*Task statement*: Retrieve all lines below that have the string "auto".
##### The records
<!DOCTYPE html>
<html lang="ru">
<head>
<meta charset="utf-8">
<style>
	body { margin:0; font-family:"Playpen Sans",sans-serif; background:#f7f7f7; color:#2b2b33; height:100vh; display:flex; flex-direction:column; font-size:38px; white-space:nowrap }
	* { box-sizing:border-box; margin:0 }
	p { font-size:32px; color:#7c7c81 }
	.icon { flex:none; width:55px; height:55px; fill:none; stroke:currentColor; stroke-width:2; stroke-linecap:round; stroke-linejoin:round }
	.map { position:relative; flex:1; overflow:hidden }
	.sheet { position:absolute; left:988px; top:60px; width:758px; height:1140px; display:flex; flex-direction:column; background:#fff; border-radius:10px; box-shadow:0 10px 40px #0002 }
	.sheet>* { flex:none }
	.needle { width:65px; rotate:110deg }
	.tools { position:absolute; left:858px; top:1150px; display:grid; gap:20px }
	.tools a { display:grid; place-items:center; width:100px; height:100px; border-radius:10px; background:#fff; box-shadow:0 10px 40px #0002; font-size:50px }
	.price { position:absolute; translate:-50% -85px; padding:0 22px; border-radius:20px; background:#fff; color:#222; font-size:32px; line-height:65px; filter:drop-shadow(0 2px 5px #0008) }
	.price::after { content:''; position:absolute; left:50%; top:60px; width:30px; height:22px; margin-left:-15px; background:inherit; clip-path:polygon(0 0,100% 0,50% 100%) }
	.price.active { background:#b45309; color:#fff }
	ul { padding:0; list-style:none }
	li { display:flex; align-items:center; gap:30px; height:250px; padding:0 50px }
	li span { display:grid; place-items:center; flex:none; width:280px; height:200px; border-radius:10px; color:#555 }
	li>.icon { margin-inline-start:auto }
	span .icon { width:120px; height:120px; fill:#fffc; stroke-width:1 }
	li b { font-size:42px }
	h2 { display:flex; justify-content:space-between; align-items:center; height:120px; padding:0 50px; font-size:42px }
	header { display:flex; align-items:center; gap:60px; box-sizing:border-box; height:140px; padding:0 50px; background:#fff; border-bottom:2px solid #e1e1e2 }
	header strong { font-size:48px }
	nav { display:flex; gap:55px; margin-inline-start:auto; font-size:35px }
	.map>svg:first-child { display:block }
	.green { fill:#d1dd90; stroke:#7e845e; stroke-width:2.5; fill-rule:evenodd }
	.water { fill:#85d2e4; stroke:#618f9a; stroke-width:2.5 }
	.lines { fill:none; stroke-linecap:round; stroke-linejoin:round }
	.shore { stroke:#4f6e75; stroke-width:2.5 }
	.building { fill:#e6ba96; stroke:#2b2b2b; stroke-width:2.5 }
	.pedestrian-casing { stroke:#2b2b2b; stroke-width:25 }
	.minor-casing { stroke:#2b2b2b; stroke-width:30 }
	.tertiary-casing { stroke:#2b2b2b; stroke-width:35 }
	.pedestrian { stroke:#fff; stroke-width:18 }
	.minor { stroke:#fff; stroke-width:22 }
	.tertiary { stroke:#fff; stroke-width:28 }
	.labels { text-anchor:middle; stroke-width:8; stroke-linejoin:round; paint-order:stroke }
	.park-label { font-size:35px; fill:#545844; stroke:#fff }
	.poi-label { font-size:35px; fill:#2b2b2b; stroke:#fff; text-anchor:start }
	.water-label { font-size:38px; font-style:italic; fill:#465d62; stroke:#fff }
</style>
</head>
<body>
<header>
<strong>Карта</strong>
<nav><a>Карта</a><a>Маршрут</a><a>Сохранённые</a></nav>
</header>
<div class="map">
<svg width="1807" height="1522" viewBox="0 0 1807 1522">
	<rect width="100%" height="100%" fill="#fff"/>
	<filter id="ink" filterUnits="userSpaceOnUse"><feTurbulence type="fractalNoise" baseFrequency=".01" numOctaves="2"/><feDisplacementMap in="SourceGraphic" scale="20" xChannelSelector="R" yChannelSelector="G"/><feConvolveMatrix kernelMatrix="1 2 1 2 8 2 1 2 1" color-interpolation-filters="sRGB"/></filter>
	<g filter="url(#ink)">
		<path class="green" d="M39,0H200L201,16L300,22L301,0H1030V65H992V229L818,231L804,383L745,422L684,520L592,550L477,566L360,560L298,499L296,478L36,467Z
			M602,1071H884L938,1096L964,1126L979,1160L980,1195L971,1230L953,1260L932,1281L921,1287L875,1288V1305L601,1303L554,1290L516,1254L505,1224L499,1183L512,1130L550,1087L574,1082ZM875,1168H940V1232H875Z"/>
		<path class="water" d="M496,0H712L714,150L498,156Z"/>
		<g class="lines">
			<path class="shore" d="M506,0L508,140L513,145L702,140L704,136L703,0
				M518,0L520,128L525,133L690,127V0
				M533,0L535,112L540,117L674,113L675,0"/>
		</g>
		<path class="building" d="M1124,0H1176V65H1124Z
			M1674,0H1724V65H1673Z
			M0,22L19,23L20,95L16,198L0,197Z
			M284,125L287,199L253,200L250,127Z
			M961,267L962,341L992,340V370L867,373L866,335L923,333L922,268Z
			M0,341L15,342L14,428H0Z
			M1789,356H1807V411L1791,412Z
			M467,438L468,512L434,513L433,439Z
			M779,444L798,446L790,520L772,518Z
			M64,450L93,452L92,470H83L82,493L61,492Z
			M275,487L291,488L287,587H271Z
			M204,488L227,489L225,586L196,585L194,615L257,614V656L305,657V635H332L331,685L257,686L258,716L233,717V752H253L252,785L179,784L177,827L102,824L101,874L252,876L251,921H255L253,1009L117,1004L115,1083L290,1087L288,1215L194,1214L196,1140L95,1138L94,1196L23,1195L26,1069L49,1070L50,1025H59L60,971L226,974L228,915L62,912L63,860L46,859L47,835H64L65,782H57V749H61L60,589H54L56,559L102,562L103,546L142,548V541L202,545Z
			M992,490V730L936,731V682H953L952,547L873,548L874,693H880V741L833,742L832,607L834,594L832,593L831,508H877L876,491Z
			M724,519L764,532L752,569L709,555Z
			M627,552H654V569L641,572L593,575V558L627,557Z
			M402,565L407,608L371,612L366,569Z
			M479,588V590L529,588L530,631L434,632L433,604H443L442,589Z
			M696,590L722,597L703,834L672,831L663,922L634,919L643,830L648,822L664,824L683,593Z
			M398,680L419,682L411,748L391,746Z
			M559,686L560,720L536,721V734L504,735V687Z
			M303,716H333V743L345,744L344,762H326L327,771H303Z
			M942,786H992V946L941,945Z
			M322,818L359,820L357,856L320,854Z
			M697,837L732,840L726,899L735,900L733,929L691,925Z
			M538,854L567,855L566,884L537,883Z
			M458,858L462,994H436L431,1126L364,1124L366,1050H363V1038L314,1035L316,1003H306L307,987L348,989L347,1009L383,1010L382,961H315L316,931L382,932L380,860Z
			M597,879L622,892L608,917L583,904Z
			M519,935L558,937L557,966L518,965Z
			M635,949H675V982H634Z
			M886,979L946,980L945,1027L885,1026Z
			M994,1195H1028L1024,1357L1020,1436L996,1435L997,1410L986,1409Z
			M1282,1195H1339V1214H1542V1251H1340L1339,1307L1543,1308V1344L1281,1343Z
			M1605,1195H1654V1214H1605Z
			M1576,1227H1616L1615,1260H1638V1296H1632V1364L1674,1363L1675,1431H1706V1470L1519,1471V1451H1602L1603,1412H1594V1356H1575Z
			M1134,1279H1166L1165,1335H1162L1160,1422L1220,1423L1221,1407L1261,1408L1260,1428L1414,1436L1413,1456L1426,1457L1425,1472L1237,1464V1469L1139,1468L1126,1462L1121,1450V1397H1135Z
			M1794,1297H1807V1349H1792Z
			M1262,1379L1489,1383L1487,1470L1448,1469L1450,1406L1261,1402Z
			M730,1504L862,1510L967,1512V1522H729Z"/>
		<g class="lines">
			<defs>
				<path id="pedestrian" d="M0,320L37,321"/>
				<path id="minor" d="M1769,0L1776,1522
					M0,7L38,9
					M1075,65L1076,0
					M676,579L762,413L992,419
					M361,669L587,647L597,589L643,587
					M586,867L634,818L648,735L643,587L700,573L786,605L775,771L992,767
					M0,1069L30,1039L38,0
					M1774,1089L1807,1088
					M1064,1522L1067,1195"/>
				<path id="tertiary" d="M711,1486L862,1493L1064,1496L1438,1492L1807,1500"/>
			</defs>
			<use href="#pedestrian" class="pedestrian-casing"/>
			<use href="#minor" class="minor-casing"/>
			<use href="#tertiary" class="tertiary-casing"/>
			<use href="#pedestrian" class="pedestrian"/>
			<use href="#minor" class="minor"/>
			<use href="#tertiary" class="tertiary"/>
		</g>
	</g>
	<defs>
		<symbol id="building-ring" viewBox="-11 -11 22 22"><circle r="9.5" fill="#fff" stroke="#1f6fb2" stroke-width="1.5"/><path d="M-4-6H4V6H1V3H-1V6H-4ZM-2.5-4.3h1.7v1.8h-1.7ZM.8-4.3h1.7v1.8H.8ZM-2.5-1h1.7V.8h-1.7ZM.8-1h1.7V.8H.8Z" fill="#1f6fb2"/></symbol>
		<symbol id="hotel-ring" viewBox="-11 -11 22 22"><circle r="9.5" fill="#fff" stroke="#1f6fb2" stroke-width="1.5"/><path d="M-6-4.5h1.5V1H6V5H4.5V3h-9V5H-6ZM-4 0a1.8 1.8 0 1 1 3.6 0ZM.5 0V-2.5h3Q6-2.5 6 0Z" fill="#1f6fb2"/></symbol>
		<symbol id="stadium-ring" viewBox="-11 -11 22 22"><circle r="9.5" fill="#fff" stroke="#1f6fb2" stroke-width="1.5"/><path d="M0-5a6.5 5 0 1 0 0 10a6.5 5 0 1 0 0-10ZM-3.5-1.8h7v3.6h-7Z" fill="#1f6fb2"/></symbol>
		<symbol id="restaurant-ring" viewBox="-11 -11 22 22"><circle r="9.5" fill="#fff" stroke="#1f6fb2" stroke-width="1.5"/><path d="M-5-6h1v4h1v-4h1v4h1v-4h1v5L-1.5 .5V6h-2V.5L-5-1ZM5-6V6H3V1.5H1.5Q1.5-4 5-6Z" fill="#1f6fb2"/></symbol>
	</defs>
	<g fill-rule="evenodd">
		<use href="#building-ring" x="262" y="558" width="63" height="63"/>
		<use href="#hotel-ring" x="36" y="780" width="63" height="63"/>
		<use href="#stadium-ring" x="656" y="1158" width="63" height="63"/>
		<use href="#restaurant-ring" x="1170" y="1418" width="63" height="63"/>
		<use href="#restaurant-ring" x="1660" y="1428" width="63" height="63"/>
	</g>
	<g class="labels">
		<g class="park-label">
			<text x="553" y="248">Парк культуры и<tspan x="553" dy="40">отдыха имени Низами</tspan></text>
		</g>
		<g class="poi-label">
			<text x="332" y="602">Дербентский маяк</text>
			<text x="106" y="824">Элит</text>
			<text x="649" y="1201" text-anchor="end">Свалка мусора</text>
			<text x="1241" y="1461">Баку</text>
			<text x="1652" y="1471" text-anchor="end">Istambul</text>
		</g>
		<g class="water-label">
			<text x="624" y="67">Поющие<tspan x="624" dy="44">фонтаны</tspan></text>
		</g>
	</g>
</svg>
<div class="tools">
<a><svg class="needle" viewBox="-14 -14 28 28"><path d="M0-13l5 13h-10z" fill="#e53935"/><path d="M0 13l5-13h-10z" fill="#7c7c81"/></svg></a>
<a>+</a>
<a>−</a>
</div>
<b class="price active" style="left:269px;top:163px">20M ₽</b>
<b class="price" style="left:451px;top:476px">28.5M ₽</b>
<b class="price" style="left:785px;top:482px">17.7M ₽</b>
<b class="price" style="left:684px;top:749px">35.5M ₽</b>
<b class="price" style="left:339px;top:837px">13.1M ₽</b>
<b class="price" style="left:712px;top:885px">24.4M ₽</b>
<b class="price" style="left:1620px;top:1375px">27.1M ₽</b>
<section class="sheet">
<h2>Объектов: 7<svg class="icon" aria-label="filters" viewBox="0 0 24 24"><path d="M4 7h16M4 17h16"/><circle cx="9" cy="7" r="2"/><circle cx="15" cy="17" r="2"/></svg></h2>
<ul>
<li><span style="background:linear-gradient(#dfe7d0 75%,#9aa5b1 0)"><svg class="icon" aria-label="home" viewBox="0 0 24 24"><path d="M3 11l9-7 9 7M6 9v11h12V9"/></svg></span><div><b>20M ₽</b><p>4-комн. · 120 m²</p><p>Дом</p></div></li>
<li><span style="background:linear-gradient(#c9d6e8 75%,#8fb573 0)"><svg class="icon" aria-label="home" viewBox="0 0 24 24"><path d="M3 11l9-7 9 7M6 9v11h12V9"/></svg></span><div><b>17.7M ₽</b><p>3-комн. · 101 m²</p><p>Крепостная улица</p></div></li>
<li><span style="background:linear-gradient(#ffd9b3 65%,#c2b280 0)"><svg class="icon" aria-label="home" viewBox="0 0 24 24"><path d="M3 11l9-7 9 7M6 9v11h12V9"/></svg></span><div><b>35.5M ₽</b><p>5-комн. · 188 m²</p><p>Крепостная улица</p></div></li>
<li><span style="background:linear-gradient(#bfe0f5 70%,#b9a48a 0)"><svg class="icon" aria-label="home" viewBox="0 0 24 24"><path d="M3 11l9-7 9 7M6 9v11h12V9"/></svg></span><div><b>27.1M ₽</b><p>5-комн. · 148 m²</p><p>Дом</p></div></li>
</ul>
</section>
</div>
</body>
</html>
##########
*Final answer*:
	li>.icon { margin-inline-start:auto }
	nav { display:flex; gap:55px; margin-inline-start:auto; font-size:35px }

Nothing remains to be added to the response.